The problem> An exact copy of all the data below is needed.

Dataset entries:
::::::::
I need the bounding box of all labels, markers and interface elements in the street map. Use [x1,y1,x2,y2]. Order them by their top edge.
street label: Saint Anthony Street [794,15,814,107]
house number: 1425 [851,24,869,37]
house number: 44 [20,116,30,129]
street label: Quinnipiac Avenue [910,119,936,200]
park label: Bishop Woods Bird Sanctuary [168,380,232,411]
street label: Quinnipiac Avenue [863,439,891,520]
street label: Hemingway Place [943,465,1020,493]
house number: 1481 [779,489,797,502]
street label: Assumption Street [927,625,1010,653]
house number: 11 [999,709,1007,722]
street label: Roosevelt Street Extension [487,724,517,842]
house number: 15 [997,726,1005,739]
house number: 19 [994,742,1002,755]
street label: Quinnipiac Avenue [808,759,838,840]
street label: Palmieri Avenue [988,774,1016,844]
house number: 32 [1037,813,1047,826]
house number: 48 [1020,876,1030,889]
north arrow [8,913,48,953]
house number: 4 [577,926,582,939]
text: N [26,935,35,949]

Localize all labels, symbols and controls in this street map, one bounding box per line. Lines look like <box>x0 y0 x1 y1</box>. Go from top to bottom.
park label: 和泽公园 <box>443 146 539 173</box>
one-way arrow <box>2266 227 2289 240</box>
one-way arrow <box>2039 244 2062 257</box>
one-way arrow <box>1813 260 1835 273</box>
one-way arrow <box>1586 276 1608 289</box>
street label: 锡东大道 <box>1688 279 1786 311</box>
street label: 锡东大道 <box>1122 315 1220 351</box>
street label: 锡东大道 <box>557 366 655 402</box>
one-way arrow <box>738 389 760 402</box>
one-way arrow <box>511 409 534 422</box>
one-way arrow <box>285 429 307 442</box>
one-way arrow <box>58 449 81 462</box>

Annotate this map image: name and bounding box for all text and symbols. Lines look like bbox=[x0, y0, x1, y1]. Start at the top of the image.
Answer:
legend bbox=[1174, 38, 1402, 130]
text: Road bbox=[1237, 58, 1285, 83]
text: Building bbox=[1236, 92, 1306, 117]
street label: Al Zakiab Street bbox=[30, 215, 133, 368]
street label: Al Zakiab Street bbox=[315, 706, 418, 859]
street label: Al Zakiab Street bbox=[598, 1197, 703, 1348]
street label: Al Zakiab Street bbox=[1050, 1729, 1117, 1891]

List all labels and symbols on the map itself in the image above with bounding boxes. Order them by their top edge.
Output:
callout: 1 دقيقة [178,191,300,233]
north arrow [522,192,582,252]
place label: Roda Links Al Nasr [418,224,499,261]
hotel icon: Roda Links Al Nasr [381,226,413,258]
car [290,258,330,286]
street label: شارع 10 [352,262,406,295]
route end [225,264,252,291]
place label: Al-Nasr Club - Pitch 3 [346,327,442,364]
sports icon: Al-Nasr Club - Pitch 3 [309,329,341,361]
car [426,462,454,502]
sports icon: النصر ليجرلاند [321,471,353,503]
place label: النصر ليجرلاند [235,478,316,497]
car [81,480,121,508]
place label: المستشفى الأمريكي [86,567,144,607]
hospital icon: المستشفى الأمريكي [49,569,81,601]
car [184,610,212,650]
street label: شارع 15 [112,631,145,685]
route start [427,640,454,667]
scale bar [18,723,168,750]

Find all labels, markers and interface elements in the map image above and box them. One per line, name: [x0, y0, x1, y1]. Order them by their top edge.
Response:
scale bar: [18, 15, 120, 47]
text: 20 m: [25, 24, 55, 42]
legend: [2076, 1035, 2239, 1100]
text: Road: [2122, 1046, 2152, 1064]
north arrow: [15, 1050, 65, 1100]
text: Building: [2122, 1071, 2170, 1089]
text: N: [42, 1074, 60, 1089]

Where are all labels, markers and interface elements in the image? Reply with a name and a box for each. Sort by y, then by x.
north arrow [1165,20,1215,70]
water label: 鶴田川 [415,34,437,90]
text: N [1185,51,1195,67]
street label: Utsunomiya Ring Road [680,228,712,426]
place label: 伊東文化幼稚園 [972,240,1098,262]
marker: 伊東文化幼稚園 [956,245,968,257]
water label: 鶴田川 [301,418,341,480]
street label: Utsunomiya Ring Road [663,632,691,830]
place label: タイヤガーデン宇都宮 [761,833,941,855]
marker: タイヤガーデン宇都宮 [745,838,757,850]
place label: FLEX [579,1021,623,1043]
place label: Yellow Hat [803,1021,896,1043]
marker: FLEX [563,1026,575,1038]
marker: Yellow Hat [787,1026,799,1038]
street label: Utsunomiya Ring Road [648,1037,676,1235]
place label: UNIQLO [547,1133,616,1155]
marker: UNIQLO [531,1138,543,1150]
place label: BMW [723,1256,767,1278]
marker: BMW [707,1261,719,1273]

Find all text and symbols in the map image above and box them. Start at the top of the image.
::::::::
Reply>
I need the bounding box of all labels, markers and interface elements in the street map. Use [x1,y1,x2,y2]. Order them by their top edge.
street label: Saint Anthony Street [794,15,814,107]
house number: 1425 [851,24,869,37]
house number: 44 [20,116,30,129]
street label: Quinnipiac Avenue [910,119,936,200]
park label: Bishop Woods Bird Sanctuary [168,380,232,411]
street label: Quinnipiac Avenue [863,439,891,520]
street label: Hemingway Place [943,465,1020,493]
house number: 1481 [779,489,797,502]
street label: Assumption Street [927,625,1010,653]
house number: 11 [999,709,1007,722]
street label: Roosevelt Street Extension [487,724,517,842]
house number: 15 [997,726,1005,739]
house number: 19 [994,742,1002,755]
street label: Quinnipiac Avenue [808,759,838,840]
street label: Palmieri Avenue [988,774,1016,844]
house number: 32 [1037,813,1047,826]
house number: 48 [1020,876,1030,889]
north arrow [8,913,48,953]
house number: 4 [577,926,582,939]
text: N [26,935,35,949]

Localize all labels, symbols and controls in this street map, one bounding box per line. Lines look like <box>x0 y0 x1 y1</box>. Go from top to bottom.
park label: 和泽公园 <box>443 146 539 173</box>
one-way arrow <box>2266 227 2289 240</box>
one-way arrow <box>2039 244 2062 257</box>
one-way arrow <box>1813 260 1835 273</box>
one-way arrow <box>1586 276 1608 289</box>
street label: 锡东大道 <box>1688 279 1786 311</box>
street label: 锡东大道 <box>1122 315 1220 351</box>
street label: 锡东大道 <box>557 366 655 402</box>
one-way arrow <box>738 389 760 402</box>
one-way arrow <box>511 409 534 422</box>
one-way arrow <box>285 429 307 442</box>
one-way arrow <box>58 449 81 462</box>

Annotate this map image: name and bounding box for all text and symbols. Lines look like bbox=[x0, y0, x1, y1]. Start at the top of the image.
Answer:
legend bbox=[1174, 38, 1402, 130]
text: Road bbox=[1237, 58, 1285, 83]
text: Building bbox=[1236, 92, 1306, 117]
street label: Al Zakiab Street bbox=[30, 215, 133, 368]
street label: Al Zakiab Street bbox=[315, 706, 418, 859]
street label: Al Zakiab Street bbox=[598, 1197, 703, 1348]
street label: Al Zakiab Street bbox=[1050, 1729, 1117, 1891]

List all labels and symbols on the map itself in the image above with bounding boxes. Order them by their top edge.
Output:
callout: 1 دقيقة [178,191,300,233]
north arrow [522,192,582,252]
place label: Roda Links Al Nasr [418,224,499,261]
hotel icon: Roda Links Al Nasr [381,226,413,258]
car [290,258,330,286]
street label: شارع 10 [352,262,406,295]
route end [225,264,252,291]
place label: Al-Nasr Club - Pitch 3 [346,327,442,364]
sports icon: Al-Nasr Club - Pitch 3 [309,329,341,361]
car [426,462,454,502]
sports icon: النصر ليجرلاند [321,471,353,503]
place label: النصر ليجرلاند [235,478,316,497]
car [81,480,121,508]
place label: المستشفى الأمريكي [86,567,144,607]
hospital icon: المستشفى الأمريكي [49,569,81,601]
car [184,610,212,650]
street label: شارع 15 [112,631,145,685]
route start [427,640,454,667]
scale bar [18,723,168,750]

Find all labels, markers and interface elements in the map image above and box them. One per line, name: [x0, y0, x1, y1]. Order them by their top edge.
Response:
scale bar: [18, 15, 120, 47]
text: 20 m: [25, 24, 55, 42]
legend: [2076, 1035, 2239, 1100]
text: Road: [2122, 1046, 2152, 1064]
north arrow: [15, 1050, 65, 1100]
text: Building: [2122, 1071, 2170, 1089]
text: N: [42, 1074, 60, 1089]

Where are all labels, markers and interface elements in the image? Reply with a name and a box for each. Sort by y, then by x.
north arrow [1165,20,1215,70]
water label: 鶴田川 [415,34,437,90]
text: N [1185,51,1195,67]
street label: Utsunomiya Ring Road [680,228,712,426]
place label: 伊東文化幼稚園 [972,240,1098,262]
marker: 伊東文化幼稚園 [956,245,968,257]
water label: 鶴田川 [301,418,341,480]
street label: Utsunomiya Ring Road [663,632,691,830]
place label: タイヤガーデン宇都宮 [761,833,941,855]
marker: タイヤガーデン宇都宮 [745,838,757,850]
place label: FLEX [579,1021,623,1043]
place label: Yellow Hat [803,1021,896,1043]
marker: FLEX [563,1026,575,1038]
marker: Yellow Hat [787,1026,799,1038]
street label: Utsunomiya Ring Road [648,1037,676,1235]
place label: UNIQLO [547,1133,616,1155]
marker: UNIQLO [531,1138,543,1150]
place label: BMW [723,1256,767,1278]
marker: BMW [707,1261,719,1273]

Find all text and symbols in the map image above and box them. Start at the top of the image.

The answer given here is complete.